* WHAT TO DO *
Copy out each line of the data that contains "JSON".

* COLLECTED DATA *

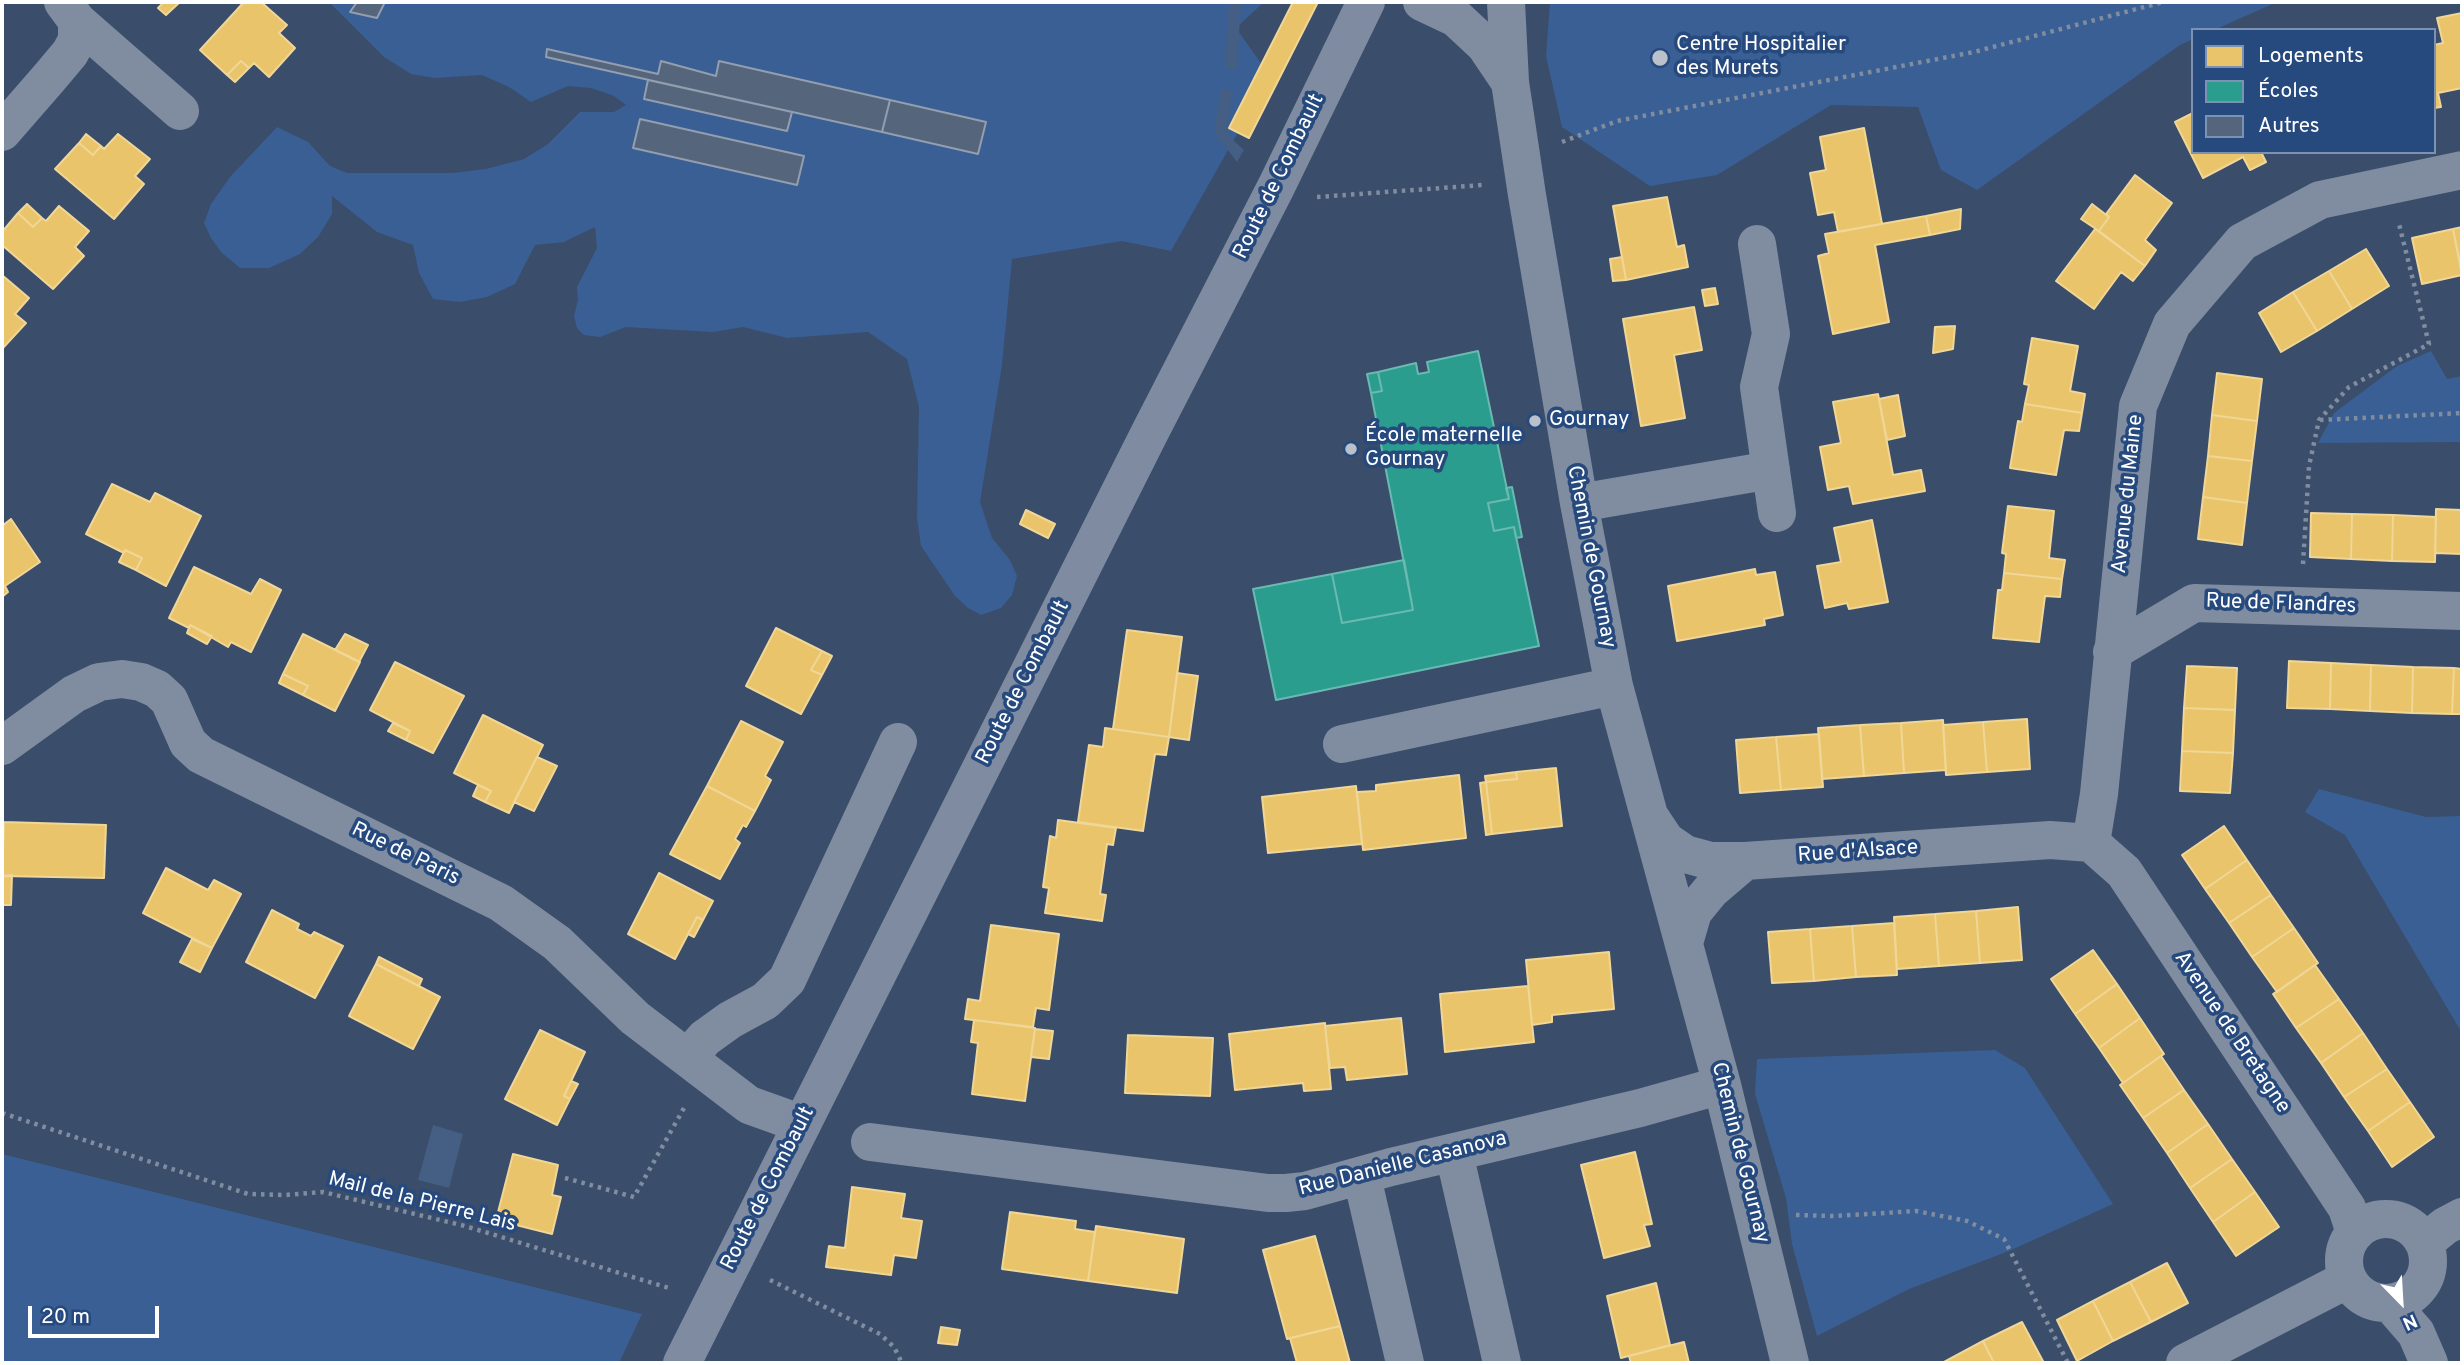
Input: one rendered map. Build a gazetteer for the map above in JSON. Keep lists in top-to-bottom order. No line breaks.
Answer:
{"streets":{"main road":["Route de Combault"],"street":["Avenue du Maine","Chemin de Gournay","Rue de Flandres","Rue d'Alsace","Rue de Paris","Avenue de Bretagne","Rue Danielle Casanova"],"path":["Mail de la Pierre Lais"]},"crossings":[["Route de Combault","Rue de Paris"],["Route de Combault","Mail de la Pierre Lais"],["Avenue du Maine","Rue de Flandres"],["Avenue du Maine","Rue d'Alsace"],["Avenue du Maine","Avenue de Bretagne"],["Chemin de Gournay","Rue d'Alsace"],["Chemin de Gournay","Rue Danielle Casanova"],["Rue d'Alsace","Avenue de Bretagne"]],"places":["Centre Hospitalier des Murets","Gournay","École maternelle Gournay"],"legend":["Logements","Écoles","Autres"],"scale_bar":"20 m","north":"bottom right"}
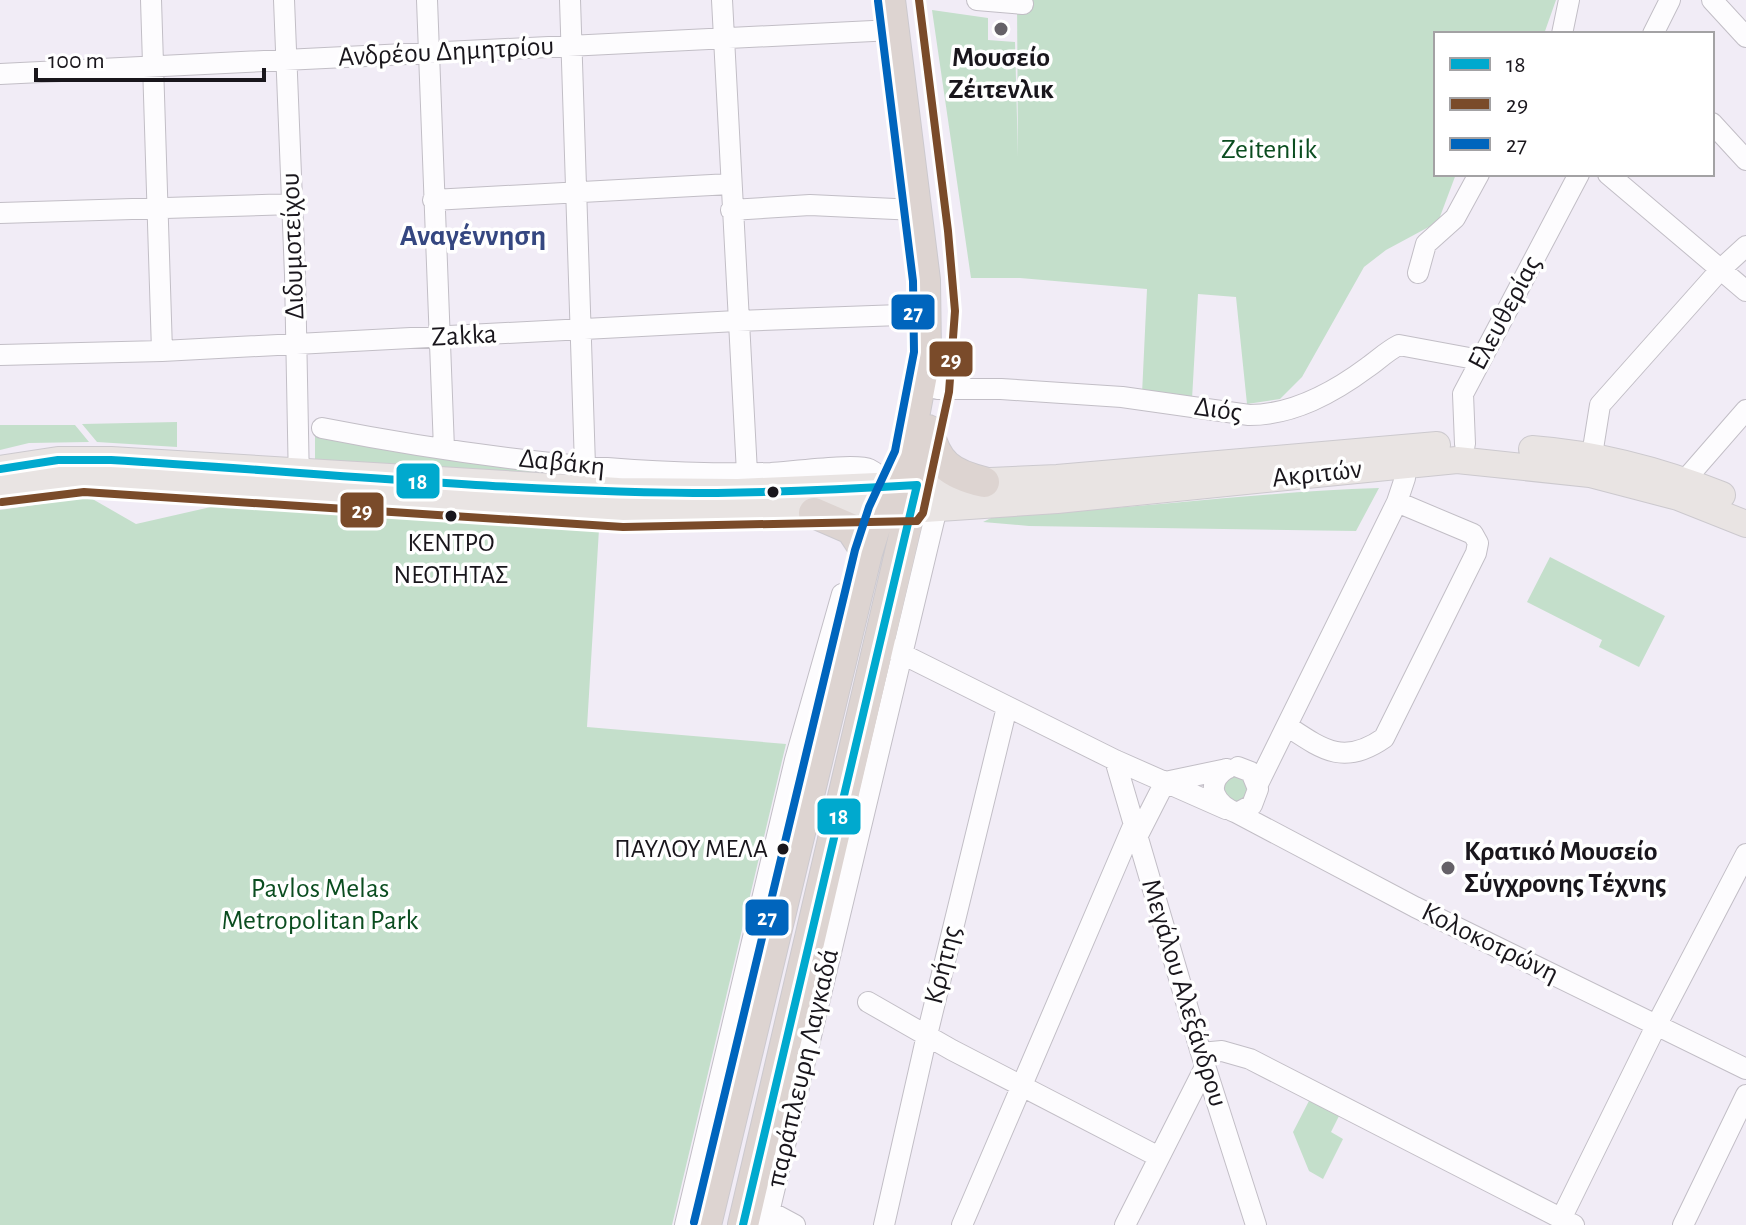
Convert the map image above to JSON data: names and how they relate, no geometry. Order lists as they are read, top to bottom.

* EXERCISE RESPONSE *
Input: one rendered map. Build a gazetteer for the map above in JSON. Keep lists in top-to-bottom order. No line breaks.
Convert the map image above to JSON data: names and how they relate, no geometry. Order lists as they are read, top to bottom.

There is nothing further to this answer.